BEGIN EXERCISE INPUTS

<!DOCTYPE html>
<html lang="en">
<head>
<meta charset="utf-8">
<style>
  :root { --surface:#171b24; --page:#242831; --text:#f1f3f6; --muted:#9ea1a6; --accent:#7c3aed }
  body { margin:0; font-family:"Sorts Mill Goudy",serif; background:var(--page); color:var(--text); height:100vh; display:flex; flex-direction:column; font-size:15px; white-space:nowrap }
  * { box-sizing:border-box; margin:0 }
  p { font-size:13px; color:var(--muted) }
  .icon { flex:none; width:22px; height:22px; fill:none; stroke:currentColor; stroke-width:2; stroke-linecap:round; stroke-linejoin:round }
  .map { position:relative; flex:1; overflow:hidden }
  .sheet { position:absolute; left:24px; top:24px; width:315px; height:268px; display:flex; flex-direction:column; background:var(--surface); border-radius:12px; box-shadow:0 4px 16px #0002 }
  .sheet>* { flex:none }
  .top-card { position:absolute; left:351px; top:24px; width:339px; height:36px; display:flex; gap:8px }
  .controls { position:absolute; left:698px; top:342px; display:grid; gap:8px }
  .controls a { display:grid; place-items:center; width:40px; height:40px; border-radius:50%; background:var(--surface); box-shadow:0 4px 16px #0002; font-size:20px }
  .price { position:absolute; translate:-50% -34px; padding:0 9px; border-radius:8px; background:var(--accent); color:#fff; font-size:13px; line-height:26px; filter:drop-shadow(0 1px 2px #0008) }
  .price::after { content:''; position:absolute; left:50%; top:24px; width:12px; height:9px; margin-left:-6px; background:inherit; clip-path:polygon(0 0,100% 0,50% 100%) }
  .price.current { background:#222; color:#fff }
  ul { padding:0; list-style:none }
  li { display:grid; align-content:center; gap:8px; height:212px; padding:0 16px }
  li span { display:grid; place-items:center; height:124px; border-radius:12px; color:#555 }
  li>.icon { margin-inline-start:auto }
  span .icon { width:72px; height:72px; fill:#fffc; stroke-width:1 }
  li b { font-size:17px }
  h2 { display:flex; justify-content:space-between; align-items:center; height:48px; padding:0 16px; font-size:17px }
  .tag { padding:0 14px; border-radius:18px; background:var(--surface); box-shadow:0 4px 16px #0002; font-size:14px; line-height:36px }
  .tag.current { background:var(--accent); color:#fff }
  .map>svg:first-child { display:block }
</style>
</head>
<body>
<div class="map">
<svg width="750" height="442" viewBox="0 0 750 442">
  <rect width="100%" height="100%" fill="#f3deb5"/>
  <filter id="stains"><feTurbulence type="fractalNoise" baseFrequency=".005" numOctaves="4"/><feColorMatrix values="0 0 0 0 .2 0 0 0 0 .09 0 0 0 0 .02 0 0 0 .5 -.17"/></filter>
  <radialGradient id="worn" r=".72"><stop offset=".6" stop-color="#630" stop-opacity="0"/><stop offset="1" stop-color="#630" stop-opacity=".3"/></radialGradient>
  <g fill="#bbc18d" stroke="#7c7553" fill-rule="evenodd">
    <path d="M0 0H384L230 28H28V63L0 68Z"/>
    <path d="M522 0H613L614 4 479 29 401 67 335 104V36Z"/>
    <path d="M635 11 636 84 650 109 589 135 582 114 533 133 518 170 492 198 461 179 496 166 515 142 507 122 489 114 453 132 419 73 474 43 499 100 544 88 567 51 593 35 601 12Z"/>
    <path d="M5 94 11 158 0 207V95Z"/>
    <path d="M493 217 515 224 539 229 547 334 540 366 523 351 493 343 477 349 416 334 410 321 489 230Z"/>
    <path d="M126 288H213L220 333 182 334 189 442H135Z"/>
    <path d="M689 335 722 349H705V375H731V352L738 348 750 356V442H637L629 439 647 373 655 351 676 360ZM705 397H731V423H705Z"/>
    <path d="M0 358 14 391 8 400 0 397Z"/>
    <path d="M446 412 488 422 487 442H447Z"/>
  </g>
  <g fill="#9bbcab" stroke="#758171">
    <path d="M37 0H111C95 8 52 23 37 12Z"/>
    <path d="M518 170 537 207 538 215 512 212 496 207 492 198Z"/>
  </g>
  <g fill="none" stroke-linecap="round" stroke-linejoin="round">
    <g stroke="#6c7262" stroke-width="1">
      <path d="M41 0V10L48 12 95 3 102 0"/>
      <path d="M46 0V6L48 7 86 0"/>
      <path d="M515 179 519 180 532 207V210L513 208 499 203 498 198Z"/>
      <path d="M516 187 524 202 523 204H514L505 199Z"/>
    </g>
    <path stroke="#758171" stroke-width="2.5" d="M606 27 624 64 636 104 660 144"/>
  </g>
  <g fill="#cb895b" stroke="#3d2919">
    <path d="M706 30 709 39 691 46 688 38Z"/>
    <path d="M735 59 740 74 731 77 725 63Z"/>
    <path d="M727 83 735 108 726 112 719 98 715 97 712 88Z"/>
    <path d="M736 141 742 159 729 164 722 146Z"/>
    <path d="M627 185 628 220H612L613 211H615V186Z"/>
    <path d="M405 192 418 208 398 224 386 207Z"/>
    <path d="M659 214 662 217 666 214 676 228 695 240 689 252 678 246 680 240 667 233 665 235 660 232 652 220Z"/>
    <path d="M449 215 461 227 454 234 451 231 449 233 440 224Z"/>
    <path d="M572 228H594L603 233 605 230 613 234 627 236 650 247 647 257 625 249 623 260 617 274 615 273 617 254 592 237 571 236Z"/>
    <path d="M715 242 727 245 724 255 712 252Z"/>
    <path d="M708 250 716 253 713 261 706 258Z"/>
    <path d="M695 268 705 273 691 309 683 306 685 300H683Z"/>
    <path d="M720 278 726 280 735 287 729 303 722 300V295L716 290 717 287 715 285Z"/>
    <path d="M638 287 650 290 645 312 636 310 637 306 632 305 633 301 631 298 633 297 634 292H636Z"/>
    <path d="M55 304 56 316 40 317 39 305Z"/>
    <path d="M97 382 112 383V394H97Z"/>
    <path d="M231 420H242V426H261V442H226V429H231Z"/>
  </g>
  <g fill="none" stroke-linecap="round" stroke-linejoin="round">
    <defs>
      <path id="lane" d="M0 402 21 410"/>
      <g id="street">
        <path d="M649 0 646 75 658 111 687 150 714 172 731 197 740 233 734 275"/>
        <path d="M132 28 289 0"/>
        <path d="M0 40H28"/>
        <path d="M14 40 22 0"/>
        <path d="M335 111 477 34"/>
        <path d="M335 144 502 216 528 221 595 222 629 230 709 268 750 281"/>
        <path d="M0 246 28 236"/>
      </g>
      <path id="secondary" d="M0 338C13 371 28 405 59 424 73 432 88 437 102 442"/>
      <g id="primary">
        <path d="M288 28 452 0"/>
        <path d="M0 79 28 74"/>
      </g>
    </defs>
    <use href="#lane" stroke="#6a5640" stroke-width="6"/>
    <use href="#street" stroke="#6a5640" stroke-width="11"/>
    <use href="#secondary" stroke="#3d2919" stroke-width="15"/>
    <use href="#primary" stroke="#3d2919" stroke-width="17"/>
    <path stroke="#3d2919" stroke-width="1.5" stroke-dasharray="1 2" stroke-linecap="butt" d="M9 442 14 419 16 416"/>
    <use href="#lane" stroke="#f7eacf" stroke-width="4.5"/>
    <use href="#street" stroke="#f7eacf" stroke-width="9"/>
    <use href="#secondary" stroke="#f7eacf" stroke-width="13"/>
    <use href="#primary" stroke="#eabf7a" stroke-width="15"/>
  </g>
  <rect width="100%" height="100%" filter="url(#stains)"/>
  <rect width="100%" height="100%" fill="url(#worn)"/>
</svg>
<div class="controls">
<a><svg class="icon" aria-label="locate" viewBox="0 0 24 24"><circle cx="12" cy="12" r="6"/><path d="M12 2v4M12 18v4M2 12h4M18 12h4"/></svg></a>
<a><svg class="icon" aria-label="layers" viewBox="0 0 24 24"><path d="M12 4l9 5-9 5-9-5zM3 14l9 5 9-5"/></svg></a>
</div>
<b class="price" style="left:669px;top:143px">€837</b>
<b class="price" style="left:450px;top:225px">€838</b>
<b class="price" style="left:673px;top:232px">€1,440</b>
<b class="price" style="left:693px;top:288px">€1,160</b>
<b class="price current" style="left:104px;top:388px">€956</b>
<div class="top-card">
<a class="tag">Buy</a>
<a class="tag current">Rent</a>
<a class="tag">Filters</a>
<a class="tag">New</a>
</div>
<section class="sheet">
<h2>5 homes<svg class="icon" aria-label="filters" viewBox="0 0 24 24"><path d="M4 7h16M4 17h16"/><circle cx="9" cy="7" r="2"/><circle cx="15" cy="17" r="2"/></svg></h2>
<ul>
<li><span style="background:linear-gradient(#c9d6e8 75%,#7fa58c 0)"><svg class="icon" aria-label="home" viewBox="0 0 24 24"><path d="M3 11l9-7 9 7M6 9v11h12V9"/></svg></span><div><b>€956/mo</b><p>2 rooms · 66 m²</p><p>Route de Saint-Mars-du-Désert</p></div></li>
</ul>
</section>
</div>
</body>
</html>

END EXERCISE INPUTS

- WORK TO BE COMPLETED: Only one thing is wanted in reply: the number of lines in the entries that hold the string "column".

- ANSWER AREA: 2